Vasileios Mezaris
Electrical and Computer Engineer, Ph.D.
Accelerated Kernel Subclass Discriminant Analysis and SVM combination: An efficient dimensionality reduction and classification method, for very high-dimensional data. AKSDA is a new GPU-accelerated, state-of-the-art C++ library for supervised dimensionality reduction and classification, using multiple kernels. It greatly reduces the dimensionality of the input data, while at the same time it increases their linear separability. Used in conjunction with linear SVMs, it achieves SoA classification results, consistently higher than Kernel SVM approaches, at orders-of-magnitude shorter training times. AKSDA builds on our previous MSDA/GSDA/KMSDA methods.

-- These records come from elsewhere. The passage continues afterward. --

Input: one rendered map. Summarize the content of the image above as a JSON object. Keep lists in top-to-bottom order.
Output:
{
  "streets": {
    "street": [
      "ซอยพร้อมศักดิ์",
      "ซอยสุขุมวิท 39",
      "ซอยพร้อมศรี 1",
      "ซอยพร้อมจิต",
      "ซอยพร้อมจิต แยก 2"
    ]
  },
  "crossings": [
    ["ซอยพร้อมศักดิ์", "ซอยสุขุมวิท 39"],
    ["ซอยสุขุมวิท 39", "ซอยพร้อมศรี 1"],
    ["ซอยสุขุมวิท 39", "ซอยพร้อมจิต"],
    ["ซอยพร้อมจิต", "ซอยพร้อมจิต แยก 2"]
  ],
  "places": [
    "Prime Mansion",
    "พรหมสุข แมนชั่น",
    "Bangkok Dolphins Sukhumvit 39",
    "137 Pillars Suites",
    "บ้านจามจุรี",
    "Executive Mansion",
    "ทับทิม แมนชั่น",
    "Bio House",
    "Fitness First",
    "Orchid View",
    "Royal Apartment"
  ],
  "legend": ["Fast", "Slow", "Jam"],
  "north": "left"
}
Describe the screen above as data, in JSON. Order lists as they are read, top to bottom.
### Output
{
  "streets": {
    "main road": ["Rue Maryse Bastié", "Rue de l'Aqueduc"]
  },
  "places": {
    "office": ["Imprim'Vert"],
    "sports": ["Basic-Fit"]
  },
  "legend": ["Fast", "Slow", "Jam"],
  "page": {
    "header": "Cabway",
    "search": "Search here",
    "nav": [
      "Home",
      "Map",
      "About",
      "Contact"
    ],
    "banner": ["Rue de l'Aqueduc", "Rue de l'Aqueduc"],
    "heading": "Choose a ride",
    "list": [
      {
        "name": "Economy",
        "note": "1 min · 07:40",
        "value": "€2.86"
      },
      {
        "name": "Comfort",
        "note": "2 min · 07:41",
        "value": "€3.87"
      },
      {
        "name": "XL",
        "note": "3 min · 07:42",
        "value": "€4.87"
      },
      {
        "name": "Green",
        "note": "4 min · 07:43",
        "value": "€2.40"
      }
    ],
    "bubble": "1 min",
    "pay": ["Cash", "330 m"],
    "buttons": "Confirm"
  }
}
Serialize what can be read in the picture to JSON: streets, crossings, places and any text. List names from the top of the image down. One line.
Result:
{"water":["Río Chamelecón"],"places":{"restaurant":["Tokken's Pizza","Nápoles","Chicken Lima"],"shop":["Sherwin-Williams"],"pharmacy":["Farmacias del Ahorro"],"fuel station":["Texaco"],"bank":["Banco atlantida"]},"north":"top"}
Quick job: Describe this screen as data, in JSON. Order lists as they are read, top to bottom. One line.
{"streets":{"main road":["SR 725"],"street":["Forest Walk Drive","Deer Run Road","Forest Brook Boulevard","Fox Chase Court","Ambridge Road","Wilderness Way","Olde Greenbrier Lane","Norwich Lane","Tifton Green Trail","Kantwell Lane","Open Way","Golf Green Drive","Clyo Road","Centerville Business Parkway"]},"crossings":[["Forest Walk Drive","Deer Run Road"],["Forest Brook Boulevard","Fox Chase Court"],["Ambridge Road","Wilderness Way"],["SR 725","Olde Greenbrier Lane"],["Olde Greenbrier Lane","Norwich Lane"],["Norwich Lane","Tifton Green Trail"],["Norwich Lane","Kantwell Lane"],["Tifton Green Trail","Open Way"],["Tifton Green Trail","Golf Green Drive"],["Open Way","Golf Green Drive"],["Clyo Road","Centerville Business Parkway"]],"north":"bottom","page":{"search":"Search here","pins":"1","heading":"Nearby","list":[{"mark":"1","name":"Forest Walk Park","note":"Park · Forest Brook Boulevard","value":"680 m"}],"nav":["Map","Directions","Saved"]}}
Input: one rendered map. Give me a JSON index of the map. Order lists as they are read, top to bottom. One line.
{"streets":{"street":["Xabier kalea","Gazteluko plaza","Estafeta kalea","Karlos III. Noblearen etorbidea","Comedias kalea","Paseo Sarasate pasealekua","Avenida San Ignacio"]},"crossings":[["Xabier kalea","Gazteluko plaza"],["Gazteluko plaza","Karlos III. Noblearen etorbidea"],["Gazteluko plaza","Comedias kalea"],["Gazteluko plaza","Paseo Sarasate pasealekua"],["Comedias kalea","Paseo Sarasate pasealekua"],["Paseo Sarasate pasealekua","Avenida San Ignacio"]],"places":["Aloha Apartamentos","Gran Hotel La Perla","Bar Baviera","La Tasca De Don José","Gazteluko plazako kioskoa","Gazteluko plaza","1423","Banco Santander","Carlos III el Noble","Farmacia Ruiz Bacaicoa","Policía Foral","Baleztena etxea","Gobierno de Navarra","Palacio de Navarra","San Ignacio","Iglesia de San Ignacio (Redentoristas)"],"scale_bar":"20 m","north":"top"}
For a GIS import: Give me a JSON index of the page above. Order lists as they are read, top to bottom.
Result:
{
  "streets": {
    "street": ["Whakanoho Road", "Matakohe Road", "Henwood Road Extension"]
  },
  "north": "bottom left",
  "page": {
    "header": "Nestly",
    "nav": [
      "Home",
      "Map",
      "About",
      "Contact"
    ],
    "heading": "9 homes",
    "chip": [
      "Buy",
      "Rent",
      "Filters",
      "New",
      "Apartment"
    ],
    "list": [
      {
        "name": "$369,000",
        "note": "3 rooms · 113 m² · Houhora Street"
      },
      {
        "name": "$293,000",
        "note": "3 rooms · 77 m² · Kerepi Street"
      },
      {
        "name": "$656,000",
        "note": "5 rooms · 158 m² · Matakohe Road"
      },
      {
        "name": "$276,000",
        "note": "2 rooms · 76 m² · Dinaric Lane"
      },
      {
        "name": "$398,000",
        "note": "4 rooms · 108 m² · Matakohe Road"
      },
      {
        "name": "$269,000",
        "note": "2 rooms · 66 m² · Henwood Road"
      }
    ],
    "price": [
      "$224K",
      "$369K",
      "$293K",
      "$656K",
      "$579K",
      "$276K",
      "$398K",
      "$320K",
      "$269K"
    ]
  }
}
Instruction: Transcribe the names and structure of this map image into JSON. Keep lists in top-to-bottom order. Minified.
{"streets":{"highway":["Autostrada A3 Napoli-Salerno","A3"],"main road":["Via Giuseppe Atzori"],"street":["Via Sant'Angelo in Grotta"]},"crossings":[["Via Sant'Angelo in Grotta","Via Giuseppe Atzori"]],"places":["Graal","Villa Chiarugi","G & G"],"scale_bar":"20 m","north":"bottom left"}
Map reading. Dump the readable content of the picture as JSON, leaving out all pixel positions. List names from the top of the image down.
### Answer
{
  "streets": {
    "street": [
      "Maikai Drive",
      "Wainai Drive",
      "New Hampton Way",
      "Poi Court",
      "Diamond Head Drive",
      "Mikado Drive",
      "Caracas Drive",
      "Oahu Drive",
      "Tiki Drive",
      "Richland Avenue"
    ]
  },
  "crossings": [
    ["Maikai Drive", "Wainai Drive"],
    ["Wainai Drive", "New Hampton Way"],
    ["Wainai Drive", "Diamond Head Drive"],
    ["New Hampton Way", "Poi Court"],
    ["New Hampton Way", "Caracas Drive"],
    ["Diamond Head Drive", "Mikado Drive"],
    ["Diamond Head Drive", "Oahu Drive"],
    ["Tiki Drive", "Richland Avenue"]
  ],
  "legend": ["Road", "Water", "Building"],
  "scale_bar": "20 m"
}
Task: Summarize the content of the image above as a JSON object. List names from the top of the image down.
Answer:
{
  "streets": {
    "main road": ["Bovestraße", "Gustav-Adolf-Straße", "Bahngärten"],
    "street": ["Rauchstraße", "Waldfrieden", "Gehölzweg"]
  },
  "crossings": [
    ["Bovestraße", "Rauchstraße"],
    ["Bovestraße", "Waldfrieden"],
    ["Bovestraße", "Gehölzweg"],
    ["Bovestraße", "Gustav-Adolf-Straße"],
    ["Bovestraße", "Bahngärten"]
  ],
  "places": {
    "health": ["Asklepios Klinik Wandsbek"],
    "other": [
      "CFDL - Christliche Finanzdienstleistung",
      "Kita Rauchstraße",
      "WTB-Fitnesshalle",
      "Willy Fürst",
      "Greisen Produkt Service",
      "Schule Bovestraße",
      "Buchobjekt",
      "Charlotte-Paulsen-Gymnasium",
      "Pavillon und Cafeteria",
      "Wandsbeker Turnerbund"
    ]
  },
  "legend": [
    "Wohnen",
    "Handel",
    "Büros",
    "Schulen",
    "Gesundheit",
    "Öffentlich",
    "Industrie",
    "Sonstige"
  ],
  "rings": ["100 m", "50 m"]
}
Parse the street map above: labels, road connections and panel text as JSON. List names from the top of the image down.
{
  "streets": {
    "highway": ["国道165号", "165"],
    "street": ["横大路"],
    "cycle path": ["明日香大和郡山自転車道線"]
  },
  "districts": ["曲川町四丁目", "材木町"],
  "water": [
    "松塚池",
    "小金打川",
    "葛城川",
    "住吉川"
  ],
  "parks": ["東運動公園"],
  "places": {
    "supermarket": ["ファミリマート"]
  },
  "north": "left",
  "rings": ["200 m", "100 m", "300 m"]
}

Image aesthetic quality assessment tools. This is a Matlab implementation of the feature extraction process for our Image Aesthetic Quality assessment method. Each image is represented according to a set of photographic rules, and five feature vectors are extracted, describing the image's simplicity, colorfulness, sharpness, pattern and composition.
Real-time video shot and scene segmentation. Software for the automatic temporal segmentation of videos into shots and scenes. The released software can detect both abrupt and gradual shot transitions with high accuracy, by jointly examining global and local image descriptors, and then also group the shots into scenes. The whole video analysis process is more than seven times faster than real-time-processing on an i7 PC, for the CPU version of the software. A GPU version is also available.
Mixture Subclass Discriminant Analysis (MSDA) & Generalized Subclass Discriminant Analysis / Kernel Mixture Subclass Discriminant Analysis (GSDA/KMSDA) software. MSDA is a dimensionality reduction method that alleviates two shortcomings of Subclass Discriminant Analysis (SDA). In short, MSDA modifies the objective function of SDA, and utilizes a partitioning procedure to help with the discrimination of data with Gaussian homoscedastic subclass structure. KMSDA is the kernel-extension of MSDA; GSDA is a speeded-up version of KMSDA. We provide, for non-commercial use, an MSDA and a GSDA/KMSDA implementation in Matlab code.
GPU-accelerated LIBSVM. We have developed an open source package for GPU-assisted Support Vector Machines (SVMs) training, based on the LIBSVM package. Kernel SVMs have gained wide acceptance in many fields of science, due to their accuracy. However, depending on the amount and nature of the training data, as well as on the cross-valitation approach that is followed for optimizing the SVM parameters, the training of SVMs in practise can often become prohibitively slow. The modifications we implemented to the well-known LIBSVM package revolve around porting the computation of the kernel matrix elements to the GPU, so as to significantly decrease the processing time for SVM training without altering the classification results compared to the original LIBSVM.
Scene segmentation evaluation utility. We have developed a unidimensional measure for evaluating the goodness of video temporal segmentation to scenes. The developed measure is called Differential Edit Distance (DED). DED satisfies the metric properties, and is shown to be fast and effective in evaluating the results of scene segmentation methods and also in helping to optimize such methods' parameters.
Concept detection scores for IACC.3. We provide a complete set of concept detection scores, using our state of the art concept detectors, for the videos of the IACC.3 dataset used in the TRECVID AVS Task from 2016 and on (600 hr of internet archive videos). Concept detection scores for 1345 concepts (1000 ImageNet concepts and 345 TRECVID SIN concepts) have been generated using two different methods.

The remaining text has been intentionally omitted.